[Stored items]
——————————
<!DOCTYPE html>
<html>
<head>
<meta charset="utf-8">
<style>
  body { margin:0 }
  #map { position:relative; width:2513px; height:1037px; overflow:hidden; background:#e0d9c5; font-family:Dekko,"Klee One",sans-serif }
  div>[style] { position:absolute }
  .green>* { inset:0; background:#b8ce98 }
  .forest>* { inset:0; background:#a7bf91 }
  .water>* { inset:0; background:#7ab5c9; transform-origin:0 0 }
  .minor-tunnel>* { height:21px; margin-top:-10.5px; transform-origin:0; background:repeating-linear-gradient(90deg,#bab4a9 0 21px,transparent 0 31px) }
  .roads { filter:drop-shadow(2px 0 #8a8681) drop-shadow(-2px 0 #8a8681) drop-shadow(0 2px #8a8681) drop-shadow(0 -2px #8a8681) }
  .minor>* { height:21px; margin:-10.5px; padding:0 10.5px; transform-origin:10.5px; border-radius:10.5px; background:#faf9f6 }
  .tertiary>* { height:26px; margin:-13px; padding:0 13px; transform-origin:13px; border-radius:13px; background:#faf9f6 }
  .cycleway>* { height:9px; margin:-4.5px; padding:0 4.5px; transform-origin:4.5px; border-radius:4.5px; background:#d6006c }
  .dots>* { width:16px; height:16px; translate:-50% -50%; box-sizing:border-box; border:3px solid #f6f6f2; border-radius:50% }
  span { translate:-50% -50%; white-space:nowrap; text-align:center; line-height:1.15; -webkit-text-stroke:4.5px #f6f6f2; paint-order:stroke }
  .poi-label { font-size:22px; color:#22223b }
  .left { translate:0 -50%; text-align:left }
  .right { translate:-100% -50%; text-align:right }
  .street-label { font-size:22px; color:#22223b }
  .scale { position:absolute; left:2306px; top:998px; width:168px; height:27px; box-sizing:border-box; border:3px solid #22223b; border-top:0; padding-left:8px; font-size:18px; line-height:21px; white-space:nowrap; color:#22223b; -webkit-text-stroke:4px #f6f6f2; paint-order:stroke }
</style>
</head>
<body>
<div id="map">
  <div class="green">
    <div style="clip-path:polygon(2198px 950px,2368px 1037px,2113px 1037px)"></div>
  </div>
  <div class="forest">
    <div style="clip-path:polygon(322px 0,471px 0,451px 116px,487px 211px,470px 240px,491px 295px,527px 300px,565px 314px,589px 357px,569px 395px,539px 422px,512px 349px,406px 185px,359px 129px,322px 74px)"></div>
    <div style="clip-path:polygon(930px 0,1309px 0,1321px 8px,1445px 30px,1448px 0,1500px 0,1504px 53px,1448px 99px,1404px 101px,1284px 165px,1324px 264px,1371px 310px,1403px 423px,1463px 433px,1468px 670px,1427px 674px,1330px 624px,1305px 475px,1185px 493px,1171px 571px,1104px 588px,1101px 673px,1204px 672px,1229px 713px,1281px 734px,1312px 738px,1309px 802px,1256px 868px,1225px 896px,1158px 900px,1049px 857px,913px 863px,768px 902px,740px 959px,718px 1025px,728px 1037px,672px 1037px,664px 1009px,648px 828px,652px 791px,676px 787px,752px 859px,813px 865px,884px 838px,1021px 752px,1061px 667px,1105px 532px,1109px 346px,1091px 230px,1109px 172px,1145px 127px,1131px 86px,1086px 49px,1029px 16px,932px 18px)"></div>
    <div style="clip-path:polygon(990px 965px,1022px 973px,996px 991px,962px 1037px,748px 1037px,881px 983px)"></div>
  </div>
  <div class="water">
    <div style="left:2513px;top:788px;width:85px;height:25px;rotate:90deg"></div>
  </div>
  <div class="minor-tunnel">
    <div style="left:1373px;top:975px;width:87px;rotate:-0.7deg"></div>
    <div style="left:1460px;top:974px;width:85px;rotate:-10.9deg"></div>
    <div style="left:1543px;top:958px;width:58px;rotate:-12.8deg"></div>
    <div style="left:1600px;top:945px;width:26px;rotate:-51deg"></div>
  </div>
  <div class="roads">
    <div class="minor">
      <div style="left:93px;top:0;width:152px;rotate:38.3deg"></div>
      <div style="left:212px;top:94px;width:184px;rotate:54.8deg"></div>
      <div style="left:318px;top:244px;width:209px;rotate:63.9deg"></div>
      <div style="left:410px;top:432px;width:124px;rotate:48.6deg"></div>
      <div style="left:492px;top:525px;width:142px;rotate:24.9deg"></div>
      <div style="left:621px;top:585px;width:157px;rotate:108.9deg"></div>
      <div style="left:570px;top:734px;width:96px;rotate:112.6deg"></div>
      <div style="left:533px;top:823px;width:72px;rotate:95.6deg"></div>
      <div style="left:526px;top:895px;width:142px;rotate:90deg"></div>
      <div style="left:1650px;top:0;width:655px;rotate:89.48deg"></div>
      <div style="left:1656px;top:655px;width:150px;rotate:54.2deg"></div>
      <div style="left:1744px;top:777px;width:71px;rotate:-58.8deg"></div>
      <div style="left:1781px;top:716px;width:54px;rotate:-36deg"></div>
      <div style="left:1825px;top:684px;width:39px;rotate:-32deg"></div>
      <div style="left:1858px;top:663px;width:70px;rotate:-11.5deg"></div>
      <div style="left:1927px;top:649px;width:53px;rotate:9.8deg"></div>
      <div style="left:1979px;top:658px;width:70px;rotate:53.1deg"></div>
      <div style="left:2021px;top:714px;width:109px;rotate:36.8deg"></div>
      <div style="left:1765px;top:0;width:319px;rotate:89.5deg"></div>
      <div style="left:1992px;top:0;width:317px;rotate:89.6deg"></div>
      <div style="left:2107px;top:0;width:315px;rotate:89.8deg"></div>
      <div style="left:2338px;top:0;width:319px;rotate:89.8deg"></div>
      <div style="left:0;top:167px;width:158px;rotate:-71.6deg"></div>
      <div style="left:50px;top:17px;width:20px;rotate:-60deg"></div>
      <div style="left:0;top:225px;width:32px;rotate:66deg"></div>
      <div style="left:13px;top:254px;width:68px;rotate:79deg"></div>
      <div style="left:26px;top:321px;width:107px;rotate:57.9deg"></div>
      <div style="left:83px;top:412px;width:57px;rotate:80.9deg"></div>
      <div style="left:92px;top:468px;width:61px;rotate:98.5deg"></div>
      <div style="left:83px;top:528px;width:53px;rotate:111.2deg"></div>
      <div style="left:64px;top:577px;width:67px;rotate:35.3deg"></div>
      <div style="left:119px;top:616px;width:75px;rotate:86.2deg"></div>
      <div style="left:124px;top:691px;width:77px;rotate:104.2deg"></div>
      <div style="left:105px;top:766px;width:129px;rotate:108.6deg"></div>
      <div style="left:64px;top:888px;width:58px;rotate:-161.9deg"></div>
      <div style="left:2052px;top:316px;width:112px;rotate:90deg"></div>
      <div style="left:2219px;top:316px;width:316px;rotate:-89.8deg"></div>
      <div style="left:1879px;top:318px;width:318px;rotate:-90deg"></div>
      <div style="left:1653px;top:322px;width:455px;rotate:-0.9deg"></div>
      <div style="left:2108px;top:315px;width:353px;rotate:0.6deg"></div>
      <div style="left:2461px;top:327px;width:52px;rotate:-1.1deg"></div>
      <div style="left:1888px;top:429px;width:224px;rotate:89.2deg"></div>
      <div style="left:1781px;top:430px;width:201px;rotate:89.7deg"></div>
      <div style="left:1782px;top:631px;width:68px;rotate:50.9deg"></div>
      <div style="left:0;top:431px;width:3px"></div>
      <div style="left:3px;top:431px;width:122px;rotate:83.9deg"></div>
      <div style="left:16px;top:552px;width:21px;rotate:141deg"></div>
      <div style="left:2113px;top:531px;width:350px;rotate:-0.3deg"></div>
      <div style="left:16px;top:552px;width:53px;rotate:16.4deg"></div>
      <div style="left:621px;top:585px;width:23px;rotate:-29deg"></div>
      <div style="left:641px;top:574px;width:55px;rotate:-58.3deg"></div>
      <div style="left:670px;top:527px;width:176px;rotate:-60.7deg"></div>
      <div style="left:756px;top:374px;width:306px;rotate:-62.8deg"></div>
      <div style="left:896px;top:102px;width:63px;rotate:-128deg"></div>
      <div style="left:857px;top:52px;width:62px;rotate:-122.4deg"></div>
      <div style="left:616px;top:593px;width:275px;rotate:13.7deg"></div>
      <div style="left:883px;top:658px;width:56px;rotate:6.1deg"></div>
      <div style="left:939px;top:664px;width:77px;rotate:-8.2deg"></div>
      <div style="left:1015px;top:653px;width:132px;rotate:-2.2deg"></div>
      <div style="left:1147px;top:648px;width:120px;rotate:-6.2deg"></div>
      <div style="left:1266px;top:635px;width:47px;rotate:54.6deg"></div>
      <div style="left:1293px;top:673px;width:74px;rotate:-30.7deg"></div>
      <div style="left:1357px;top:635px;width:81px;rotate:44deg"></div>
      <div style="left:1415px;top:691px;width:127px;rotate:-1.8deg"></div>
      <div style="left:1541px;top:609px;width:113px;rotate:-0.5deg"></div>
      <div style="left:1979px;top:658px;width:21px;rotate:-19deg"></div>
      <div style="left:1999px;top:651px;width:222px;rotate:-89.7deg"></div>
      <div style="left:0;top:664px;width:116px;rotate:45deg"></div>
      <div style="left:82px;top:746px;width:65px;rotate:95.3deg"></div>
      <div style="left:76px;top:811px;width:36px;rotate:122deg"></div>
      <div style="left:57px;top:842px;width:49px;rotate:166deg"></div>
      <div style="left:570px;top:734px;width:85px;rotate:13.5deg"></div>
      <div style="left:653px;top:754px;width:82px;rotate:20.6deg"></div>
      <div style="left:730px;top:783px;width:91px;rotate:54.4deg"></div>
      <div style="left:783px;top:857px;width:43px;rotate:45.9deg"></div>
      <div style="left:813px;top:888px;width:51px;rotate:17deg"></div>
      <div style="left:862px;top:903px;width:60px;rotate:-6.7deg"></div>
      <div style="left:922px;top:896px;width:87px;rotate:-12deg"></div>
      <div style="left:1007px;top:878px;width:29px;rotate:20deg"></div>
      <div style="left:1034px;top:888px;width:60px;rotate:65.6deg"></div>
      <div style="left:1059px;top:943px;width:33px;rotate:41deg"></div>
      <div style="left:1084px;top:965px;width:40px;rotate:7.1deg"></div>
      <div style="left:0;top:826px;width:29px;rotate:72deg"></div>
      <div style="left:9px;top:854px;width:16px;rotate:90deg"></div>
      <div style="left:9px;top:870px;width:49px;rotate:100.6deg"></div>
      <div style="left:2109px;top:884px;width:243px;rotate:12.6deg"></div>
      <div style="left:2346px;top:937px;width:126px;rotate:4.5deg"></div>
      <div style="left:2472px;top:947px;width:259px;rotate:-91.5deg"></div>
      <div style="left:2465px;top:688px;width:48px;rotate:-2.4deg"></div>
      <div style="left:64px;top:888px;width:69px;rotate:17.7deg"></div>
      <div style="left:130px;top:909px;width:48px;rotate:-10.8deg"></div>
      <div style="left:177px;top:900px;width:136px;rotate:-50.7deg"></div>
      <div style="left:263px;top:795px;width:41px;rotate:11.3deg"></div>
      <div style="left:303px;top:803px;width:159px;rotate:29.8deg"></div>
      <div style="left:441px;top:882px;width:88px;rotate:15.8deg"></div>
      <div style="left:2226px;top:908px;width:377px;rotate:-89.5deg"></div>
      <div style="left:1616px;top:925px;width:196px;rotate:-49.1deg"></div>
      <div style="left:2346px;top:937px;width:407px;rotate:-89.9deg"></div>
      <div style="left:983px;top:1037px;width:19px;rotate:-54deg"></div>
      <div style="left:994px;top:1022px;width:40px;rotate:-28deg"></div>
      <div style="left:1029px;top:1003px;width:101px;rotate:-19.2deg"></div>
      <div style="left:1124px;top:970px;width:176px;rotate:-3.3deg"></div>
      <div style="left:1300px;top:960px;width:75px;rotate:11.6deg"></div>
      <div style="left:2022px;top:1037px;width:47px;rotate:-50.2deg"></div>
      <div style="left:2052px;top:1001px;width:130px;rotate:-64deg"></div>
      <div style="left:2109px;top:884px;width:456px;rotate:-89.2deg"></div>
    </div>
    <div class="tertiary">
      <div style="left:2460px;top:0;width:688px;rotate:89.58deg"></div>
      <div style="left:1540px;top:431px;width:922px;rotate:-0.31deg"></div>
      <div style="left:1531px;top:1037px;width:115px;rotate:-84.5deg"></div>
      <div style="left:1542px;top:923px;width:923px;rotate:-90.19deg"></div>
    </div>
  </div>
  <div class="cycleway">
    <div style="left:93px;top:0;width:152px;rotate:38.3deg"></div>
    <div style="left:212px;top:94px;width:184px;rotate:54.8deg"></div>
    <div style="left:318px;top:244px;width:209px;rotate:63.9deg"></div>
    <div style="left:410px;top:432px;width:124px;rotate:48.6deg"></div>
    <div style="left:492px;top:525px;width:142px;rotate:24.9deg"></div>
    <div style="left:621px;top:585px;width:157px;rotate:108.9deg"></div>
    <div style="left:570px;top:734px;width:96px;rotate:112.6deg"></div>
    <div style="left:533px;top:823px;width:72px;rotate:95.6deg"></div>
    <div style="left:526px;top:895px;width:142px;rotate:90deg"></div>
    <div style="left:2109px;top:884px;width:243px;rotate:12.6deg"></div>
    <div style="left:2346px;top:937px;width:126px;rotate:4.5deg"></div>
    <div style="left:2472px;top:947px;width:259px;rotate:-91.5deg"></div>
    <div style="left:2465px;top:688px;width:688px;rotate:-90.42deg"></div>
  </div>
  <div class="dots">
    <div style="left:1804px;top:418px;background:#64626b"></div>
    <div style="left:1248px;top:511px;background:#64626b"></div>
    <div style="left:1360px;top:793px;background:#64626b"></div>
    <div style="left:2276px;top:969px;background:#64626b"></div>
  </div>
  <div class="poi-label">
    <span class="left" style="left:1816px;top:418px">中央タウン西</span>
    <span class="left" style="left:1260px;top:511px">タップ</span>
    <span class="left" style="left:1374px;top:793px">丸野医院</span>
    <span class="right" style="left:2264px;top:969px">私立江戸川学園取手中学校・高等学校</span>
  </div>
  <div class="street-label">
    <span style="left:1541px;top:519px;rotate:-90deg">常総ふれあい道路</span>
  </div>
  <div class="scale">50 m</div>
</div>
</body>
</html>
——————————
What you have to do
Scan the data above, find each line with "inset", and copy it.

Task solution
  .green>* { inset:0; background:#b8ce98 }
  .forest>* { inset:0; background:#a7bf91 }
  .water>* { inset:0; background:#7ab5c9; transform-origin:0 0 }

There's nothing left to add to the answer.